The adsorption and inhibition effect of calcium lignosulfonate on Q235 carbon steel in simulated concrete pore solution

Abstract The corrosion inhibition of calcium lignosulfonate (CLS) for Q235 carbon steel in saturated Ca(OH) 2  + 0.1 mol/L NaCl solution was studied by means of weight loss, polarization, fluorescence microscopy (FM), scanning electron microscopy/energy dispersive spectrometry (SEM/EDS), microscopic infrared spectral imaging (M-IR) and X-ray photoelectron spectroscopy (XPS). For the steel in simulated concrete pore solution (pH 12.6), an increase of E b value and a decrease of i corr value occurred with different concentrations of CLS. The optimal content of CLS was 0.001 mol/L at which the inhibition rate was 98.86% and the E b value increased to 719 mV after 10 h of immersion. In mortar solution and in reinforced concrete environment, CLS also showed good inhibition for steel.
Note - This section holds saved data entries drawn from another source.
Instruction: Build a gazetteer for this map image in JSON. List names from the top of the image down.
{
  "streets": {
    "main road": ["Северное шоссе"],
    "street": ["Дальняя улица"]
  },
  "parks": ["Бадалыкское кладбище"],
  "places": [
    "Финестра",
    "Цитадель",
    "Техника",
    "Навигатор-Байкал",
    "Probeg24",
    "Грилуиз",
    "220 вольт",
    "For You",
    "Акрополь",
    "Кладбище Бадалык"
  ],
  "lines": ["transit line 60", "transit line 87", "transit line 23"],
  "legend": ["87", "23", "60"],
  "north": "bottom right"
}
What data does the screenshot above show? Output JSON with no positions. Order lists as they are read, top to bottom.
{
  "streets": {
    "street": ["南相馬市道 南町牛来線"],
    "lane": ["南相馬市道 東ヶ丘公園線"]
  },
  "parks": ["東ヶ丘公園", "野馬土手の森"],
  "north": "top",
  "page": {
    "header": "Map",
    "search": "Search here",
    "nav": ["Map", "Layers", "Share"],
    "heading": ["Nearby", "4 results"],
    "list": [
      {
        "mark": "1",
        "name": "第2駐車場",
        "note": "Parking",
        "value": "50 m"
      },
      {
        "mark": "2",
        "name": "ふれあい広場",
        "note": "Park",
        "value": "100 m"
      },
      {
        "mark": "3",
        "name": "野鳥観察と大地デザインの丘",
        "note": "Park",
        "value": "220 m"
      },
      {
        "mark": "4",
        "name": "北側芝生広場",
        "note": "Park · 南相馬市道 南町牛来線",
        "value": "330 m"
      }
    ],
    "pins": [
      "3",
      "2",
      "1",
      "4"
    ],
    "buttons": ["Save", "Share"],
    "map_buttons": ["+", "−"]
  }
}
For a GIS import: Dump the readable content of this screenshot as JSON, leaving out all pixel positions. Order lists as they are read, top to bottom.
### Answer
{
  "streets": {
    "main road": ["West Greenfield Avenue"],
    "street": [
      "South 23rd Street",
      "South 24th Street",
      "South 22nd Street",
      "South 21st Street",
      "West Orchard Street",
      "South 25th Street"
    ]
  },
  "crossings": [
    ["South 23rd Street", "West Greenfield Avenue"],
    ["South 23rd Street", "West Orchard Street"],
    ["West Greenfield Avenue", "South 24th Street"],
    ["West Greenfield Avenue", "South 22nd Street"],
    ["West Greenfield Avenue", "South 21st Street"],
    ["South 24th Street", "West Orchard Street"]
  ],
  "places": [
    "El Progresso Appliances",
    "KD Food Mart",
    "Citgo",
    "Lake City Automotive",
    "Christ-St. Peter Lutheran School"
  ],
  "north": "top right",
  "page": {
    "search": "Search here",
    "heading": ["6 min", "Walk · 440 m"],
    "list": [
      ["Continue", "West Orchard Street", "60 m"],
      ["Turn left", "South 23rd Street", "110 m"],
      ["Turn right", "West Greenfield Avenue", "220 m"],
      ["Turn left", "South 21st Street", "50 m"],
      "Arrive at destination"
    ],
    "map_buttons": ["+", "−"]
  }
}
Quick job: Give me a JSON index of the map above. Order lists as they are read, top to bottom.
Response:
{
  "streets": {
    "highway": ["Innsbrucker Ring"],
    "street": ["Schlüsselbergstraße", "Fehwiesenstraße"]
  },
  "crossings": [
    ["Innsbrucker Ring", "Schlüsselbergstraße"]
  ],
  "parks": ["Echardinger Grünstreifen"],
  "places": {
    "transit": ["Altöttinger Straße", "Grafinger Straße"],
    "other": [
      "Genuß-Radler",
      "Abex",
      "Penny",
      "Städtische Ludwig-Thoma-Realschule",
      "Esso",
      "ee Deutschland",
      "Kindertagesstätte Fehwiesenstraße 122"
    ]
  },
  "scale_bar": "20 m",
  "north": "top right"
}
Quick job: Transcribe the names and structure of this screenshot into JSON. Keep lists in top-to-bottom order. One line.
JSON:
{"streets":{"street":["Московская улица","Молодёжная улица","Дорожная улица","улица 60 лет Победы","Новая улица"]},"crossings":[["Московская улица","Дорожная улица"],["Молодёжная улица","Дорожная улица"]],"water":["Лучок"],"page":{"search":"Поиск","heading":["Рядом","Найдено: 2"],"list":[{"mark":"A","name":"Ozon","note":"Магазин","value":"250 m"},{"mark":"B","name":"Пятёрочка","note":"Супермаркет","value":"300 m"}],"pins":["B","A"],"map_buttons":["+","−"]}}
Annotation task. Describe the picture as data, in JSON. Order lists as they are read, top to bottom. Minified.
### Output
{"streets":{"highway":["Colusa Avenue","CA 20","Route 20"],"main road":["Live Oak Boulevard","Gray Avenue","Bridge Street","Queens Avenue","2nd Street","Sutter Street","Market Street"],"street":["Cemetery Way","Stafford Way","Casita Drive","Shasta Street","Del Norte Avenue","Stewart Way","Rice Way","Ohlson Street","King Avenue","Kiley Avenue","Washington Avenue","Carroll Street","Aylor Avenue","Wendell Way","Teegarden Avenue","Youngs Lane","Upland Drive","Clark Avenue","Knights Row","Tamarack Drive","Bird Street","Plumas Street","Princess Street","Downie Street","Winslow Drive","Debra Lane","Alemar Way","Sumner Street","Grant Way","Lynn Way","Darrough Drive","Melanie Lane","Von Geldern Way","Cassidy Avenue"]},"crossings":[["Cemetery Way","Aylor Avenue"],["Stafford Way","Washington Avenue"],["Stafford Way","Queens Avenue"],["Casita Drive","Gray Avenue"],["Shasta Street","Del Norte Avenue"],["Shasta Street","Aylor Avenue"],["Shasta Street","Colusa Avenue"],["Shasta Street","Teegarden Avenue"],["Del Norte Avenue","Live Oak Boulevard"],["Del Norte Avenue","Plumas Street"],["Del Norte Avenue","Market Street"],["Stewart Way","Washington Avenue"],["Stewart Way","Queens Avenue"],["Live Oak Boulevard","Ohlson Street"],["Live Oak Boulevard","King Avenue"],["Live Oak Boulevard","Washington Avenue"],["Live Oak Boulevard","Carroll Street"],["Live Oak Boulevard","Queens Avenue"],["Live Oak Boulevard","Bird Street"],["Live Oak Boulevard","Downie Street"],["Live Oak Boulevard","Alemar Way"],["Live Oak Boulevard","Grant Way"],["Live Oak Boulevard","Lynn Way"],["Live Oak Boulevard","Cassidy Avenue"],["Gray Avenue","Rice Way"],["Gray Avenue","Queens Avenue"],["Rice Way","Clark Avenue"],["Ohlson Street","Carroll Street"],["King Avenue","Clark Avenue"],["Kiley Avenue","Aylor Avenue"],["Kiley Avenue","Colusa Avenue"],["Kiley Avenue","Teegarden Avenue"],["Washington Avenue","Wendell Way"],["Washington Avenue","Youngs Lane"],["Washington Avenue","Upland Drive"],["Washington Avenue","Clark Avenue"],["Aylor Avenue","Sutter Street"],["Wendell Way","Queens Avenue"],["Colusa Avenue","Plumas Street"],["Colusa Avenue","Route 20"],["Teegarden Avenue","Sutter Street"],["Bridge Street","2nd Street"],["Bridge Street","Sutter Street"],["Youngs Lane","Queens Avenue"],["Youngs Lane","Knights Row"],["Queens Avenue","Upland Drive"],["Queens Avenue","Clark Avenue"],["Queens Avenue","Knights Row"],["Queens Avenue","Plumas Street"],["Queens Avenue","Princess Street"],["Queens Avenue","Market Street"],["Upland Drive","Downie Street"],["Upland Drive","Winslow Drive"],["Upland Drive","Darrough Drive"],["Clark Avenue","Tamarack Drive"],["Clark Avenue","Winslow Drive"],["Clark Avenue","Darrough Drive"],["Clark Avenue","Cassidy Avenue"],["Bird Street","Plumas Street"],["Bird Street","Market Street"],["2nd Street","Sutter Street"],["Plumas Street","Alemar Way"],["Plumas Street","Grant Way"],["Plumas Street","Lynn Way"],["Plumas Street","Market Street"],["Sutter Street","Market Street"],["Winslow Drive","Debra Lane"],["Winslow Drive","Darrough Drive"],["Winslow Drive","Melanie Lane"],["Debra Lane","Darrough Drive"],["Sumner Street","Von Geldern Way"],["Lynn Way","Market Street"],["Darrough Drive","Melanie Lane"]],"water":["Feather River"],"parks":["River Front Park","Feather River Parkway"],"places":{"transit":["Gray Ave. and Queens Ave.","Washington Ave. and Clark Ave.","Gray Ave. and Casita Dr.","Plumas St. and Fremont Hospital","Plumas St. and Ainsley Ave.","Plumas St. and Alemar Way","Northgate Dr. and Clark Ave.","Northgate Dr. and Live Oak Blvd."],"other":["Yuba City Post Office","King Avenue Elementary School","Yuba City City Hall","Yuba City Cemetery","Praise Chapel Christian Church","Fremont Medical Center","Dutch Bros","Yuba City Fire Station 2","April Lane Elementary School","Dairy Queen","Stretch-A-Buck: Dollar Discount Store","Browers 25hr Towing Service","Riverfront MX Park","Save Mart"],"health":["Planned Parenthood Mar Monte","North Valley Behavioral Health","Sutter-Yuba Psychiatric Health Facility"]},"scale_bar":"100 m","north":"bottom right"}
The preferential adsorption of CLS around pits was detected by M-IR. The result illustrates that at the early stage the adsorption of CLS was heterogeneous and CLS may have a competitive adsorption with chloride ions at the active sites, which would be beneficial for decreasing the susceptibility of pitting corrosion. After the pre-filming time, an intact adsorption CLS film formed on carbon steel surface. The adsorption between CLS and calcium presented as Ca O S bonds. The adsorption of CLS on carbon steel surface occurred probably by both physisorption and chemisorption.